**Exercise requirements**
When you have gone through the entries below, state how many lines include the word "strokeStyle" and write nothing else.

**Records for the task**
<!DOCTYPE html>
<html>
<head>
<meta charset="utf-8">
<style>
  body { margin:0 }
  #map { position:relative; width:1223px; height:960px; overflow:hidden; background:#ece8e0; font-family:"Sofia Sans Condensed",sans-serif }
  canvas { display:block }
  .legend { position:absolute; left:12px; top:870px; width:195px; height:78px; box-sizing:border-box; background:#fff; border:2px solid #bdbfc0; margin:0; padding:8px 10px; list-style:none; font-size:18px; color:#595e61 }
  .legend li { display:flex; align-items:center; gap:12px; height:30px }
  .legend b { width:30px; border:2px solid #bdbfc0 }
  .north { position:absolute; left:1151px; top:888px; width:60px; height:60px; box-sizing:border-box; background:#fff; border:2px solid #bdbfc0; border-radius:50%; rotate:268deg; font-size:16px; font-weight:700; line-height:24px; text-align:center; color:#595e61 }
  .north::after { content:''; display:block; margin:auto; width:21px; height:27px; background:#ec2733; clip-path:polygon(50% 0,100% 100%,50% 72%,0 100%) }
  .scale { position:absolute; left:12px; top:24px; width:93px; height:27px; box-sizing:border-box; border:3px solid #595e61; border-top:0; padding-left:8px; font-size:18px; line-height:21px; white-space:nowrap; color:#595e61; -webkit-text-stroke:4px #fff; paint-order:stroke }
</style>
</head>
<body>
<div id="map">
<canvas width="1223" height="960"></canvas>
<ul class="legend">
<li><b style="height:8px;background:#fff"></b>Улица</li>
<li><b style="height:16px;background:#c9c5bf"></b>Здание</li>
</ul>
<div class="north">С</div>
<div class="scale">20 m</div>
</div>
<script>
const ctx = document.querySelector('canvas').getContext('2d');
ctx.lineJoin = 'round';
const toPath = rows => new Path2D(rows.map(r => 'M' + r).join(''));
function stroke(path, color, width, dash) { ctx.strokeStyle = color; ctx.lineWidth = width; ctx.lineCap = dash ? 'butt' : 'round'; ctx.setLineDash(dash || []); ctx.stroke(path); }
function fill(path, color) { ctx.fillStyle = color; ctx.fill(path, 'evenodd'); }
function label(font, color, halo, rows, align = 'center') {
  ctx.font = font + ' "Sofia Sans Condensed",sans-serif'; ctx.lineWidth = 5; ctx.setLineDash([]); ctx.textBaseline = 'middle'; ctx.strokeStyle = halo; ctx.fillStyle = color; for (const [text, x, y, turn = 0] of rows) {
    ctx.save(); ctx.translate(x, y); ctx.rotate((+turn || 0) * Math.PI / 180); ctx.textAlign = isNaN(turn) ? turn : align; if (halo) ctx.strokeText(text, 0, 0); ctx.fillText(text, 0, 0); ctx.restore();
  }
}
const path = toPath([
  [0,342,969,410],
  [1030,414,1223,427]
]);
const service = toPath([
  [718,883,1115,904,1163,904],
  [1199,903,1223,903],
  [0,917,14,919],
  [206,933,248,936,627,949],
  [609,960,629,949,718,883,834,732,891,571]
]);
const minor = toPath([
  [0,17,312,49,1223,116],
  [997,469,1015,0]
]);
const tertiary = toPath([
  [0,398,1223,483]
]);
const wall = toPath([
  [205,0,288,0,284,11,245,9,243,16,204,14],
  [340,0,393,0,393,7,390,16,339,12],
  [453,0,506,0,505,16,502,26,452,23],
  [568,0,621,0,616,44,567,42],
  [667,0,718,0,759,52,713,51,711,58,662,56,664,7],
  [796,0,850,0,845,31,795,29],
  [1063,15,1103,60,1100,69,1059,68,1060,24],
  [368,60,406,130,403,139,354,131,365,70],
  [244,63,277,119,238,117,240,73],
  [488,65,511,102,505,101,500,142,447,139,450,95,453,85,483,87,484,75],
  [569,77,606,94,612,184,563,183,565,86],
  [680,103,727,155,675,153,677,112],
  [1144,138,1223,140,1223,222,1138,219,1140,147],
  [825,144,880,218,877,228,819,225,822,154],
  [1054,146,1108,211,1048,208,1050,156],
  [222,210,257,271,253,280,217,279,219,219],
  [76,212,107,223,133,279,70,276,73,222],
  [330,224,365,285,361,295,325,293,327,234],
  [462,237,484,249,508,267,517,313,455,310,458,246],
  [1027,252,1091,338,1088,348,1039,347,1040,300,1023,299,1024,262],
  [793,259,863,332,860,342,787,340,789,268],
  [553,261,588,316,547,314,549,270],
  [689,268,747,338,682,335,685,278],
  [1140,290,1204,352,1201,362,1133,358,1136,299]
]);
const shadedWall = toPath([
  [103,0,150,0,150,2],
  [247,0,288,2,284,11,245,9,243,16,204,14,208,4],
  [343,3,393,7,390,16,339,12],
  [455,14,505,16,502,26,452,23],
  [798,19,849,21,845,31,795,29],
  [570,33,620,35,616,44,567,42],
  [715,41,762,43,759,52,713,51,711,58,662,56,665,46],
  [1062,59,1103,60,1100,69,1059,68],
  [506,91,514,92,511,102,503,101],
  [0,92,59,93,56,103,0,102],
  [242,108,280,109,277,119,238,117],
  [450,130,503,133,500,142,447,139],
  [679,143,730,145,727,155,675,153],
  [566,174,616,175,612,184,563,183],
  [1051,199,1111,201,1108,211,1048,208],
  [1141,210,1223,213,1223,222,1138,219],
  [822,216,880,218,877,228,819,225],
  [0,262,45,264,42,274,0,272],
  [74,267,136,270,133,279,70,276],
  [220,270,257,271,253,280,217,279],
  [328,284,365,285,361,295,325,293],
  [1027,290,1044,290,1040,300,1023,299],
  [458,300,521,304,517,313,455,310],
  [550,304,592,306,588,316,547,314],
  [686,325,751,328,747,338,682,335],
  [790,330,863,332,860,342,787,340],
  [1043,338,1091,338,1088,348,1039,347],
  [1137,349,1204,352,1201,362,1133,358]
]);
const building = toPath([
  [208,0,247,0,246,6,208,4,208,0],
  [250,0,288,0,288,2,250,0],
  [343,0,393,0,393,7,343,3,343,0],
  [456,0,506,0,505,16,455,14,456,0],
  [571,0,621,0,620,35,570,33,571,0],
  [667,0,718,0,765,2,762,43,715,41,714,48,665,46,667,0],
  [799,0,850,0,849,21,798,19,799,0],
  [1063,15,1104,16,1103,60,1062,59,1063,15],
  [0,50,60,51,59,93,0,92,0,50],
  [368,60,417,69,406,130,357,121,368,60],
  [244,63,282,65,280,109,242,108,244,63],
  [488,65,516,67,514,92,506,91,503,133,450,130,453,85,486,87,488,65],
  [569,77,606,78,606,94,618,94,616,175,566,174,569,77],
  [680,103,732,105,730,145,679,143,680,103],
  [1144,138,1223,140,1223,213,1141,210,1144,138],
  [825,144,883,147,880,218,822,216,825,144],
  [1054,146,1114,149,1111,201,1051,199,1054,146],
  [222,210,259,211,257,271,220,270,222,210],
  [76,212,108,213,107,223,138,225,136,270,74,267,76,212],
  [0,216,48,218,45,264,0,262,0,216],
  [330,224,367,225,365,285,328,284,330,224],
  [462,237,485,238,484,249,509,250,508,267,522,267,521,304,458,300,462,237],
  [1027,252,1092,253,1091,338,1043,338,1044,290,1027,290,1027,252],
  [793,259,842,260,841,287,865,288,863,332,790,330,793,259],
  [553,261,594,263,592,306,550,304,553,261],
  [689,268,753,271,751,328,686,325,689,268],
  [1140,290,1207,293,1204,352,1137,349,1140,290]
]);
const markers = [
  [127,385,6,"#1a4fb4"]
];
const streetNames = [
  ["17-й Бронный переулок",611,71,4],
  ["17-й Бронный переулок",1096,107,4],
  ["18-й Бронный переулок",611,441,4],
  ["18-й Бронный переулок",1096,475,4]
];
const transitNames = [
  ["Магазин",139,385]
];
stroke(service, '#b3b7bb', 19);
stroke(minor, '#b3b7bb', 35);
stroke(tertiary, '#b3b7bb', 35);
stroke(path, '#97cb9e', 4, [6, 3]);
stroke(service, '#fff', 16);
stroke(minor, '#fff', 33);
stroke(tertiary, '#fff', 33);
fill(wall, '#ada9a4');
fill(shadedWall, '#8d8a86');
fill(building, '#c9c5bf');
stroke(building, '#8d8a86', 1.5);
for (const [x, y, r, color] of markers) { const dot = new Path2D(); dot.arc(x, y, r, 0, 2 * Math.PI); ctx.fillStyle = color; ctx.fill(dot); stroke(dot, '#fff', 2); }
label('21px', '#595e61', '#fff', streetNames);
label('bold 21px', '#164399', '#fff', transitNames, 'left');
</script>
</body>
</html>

**The answer**
2